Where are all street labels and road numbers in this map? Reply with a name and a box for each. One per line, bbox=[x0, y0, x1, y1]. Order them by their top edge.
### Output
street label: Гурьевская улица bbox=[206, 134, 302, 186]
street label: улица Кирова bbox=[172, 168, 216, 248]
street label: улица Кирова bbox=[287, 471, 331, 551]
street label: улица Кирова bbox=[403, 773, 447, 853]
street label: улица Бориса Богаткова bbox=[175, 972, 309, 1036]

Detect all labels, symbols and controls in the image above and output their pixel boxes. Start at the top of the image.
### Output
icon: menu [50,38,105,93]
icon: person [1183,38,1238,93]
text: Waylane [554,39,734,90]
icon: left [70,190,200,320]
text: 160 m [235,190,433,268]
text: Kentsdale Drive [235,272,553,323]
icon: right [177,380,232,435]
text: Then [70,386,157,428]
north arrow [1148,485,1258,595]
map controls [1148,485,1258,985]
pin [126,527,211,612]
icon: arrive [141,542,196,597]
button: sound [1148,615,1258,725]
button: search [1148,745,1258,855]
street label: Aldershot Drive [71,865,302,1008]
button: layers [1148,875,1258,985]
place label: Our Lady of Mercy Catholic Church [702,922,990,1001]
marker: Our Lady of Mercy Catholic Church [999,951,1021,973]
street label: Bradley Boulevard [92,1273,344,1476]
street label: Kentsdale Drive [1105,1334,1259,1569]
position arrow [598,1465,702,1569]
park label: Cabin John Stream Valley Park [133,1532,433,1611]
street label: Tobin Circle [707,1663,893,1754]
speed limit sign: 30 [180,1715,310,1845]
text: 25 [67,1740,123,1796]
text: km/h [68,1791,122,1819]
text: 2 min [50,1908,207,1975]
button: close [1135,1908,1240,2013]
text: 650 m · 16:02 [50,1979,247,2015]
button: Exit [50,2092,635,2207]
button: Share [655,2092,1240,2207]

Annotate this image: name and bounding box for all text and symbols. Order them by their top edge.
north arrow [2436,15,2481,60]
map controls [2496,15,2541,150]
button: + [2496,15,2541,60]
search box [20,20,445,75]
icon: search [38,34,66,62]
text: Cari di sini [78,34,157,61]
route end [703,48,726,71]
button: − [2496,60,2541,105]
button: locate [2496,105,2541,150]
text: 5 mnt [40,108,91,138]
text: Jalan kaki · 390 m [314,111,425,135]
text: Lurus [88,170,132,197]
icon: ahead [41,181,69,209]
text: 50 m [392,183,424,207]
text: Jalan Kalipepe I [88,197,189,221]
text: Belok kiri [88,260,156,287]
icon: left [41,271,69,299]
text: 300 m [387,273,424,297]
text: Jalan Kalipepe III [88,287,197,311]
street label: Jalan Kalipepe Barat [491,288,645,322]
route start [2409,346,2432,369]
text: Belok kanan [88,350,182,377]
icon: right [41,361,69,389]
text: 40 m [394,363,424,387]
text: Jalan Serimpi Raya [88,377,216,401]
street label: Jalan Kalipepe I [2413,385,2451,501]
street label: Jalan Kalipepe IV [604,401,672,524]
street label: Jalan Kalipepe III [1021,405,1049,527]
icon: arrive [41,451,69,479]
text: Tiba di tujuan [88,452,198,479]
+ + + + + + +
_Problem_
Using only the data above, copy out the lines that include the word "icon".

_Solved problem_
icon: menu [50,38,105,93]
icon: person [1183,38,1238,93]
icon: left [70,190,200,320]
icon: right [177,380,232,435]
icon: arrive [141,542,196,597]
icon: search [38,34,66,62]
icon: ahead [41,181,69,209]
icon: left [41,271,69,299]
icon: right [41,361,69,389]
icon: arrive [41,451,69,479]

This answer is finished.